The price-to-earnings ratio, or P/E ratio, is a valuation ratio used in fundamental analysis. The ratio compares a company's market price per share to its earnings per share or EPS. To calculate a company's P/E ratio, simply divide its market price per share by its EPS over a certain fiscal period.
Explaining How to Calculate Price-to-Earnings Ratio in Excel
Assume you want to compare the P/E ratio between two companies, which are in the same sector, using Microsoft Excel. First, right click on columns A, B and C and left click on Column Width, and change the value to 25 for each of the columns. Then, click OK. Enter the name of the first company into cell B1 and of the second company into cell C1.
For example, Apple Inc. and Google Inc. are competitors. Apple has trailing 12-month diluted EPS of $8.05, while Google has trailing 12-month diluted EPS of $21.16. On June 25, 2015, Apple closed at $127.50, while Google's Class A shares closed at $557.95.

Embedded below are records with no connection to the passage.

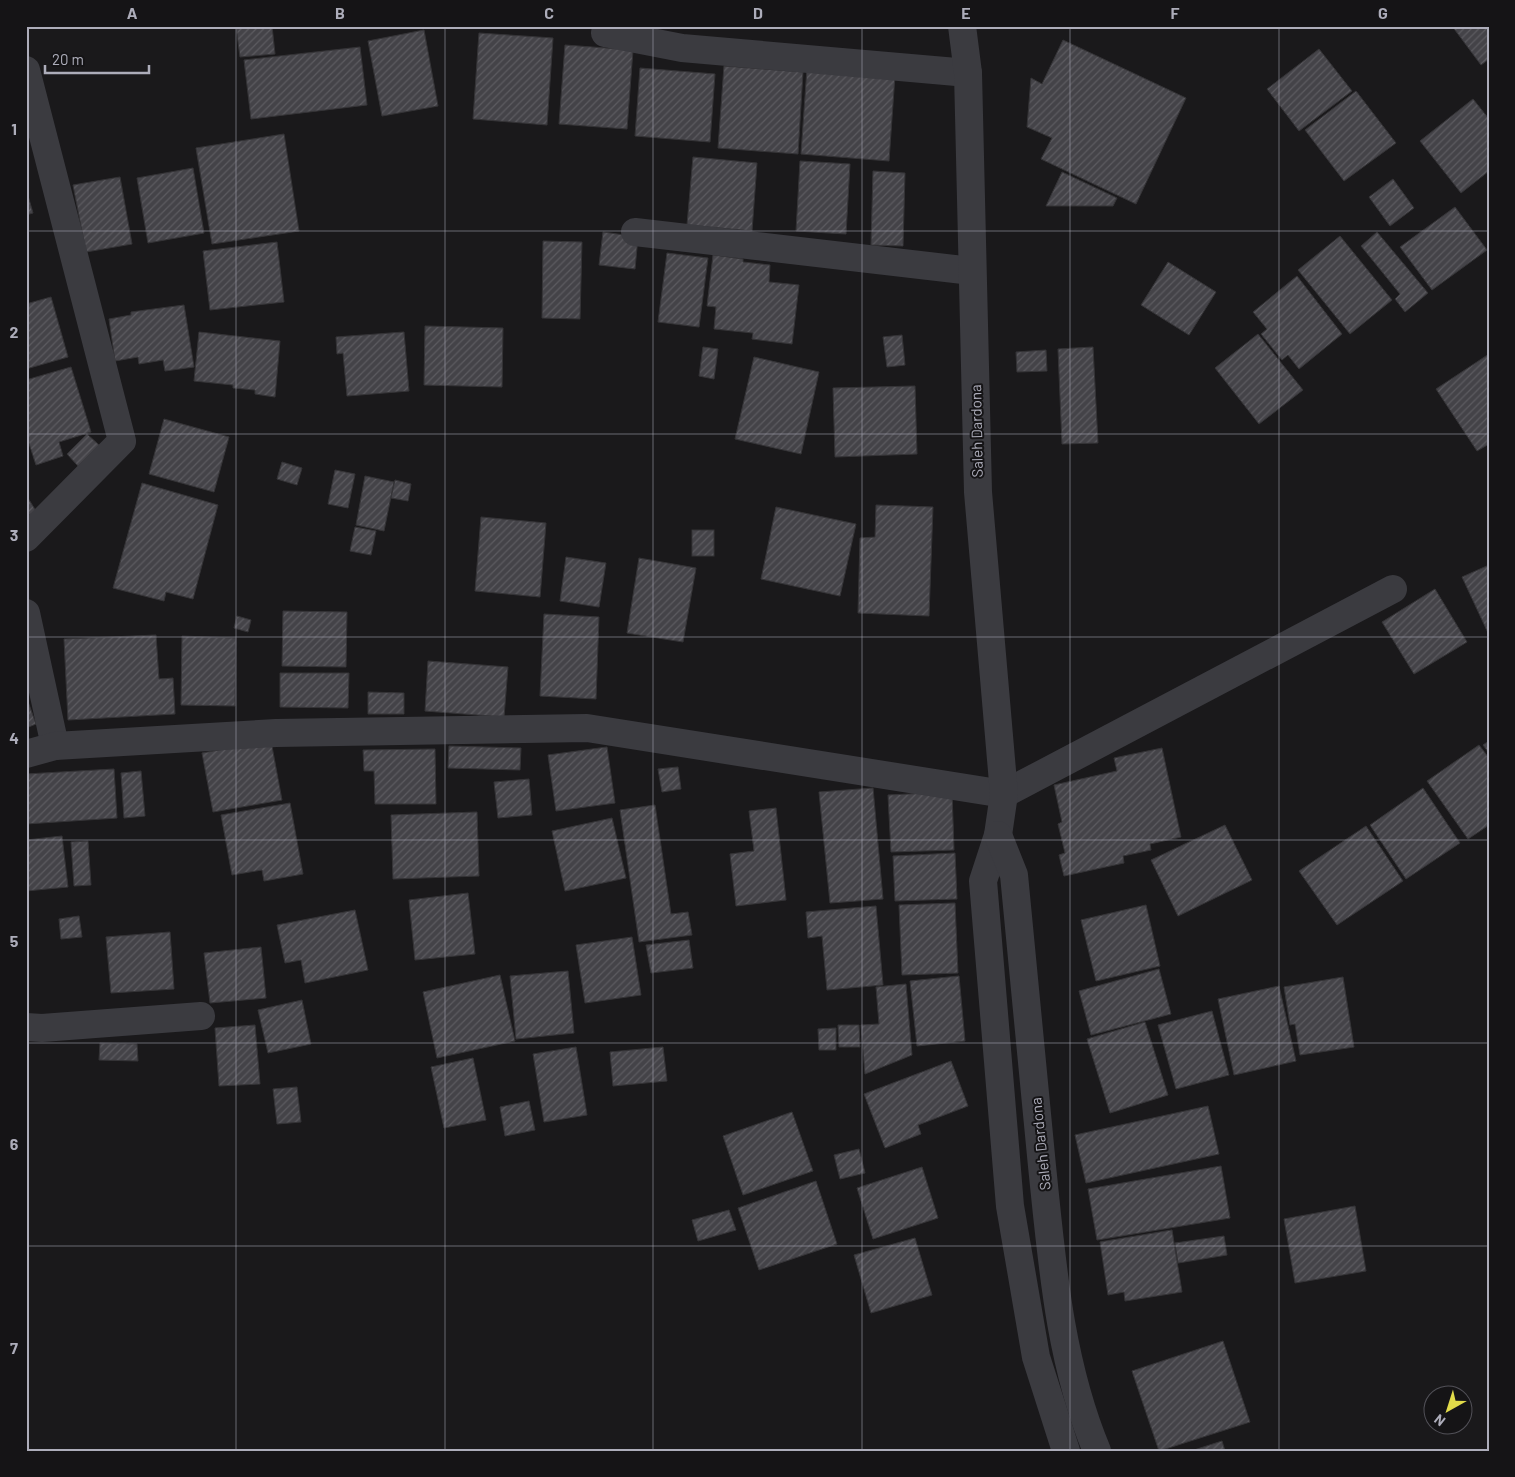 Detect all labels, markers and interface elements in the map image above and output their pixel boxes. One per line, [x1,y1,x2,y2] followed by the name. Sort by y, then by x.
[127,3,138,22] text: A
[335,3,345,22] text: B
[544,3,554,22] text: C
[753,3,763,22] text: D
[961,3,971,22] text: E
[1171,3,1180,22] text: F
[1378,3,1388,22] text: G
[45,42,149,74] scale bar
[52,50,84,68] text: 20 m
[11,119,17,138] text: 1
[10,322,19,341] text: 2
[966,384,986,478] street label: Saleh Dardona
[10,525,18,544] text: 3
[9,728,19,747] text: 4
[10,931,19,950] text: 5
[1026,1097,1054,1191] street label: Saleh Dardona
[10,1134,19,1153] text: 6
[10,1338,18,1357] text: 7
[1422,1384,1472,1434] north arrow
[1431,1411,1448,1430] text: N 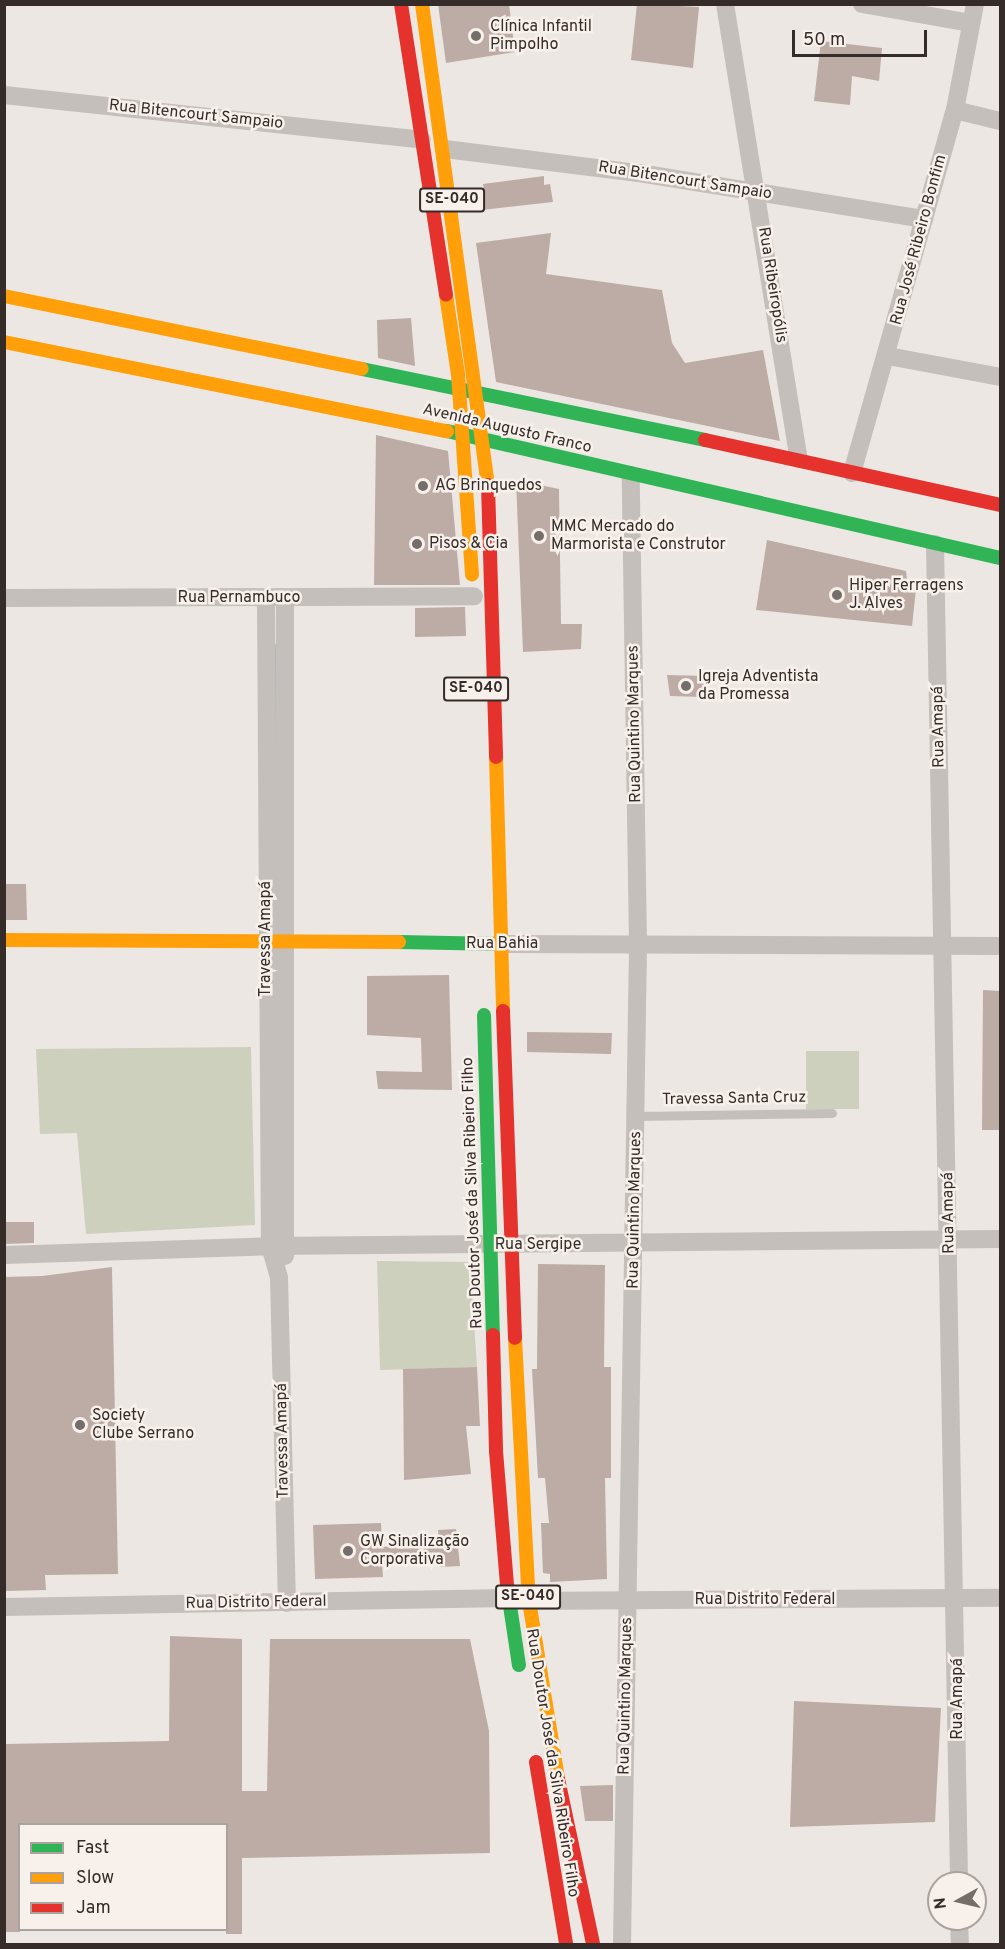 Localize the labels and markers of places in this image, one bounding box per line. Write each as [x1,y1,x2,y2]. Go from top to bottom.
place label: Clínica Infantil Pimpolho [490,17,592,55]
marker: Clínica Infantil Pimpolho [467,27,485,45]
place label: AG Brinquedos [435,476,542,496]
marker: AG Brinquedos [416,479,430,493]
place label: MMC Mercado do Marmorista e Construtor [551,517,726,555]
marker: MMC Mercado do Marmorista e Construtor [532,529,546,543]
place label: Pisos & Cia [429,534,508,554]
marker: Pisos & Cia [410,537,424,551]
place label: Hiper Ferragens J. Alves [849,576,964,614]
marker: Hiper Ferragens J. Alves [830,588,844,602]
place label: Igreja Adventista da Promessa [698,667,819,705]
marker: Igreja Adventista da Promessa [679,679,693,693]
place label: Society Clube Serrano [92,1406,194,1444]
marker: Society Clube Serrano [73,1418,87,1432]
place label: GW Sinalização Corporativa [360,1532,469,1570]
marker: GW Sinalização Corporativa [341,1544,355,1558]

In cells B1 and C1, enter Apple and Google, respectively. Then, enter Diluted EPS into cell A2, Market Price Per Share into cell A3 and P/E Ratio into cell A4.
Enter =8.05 into cell B2 and =127.50 into cell B3. Calculate the P/E ratio for Apple by entering the formula =B3/B2 into cell B4. Apple's resulting P/E ratio is 15.84.
Next, enter =21.16 into cell C2 and =557.95 into cell C3. Calculate the P/E ratio for Google by entering the formula =C3/C2 into cell C4. The resulting P/E ratio is 26.37.
Investors are willing to pay $15.84 for $1 of Apple's current earnings, while willing to pay $26.37 for $1 of Google's current earnings.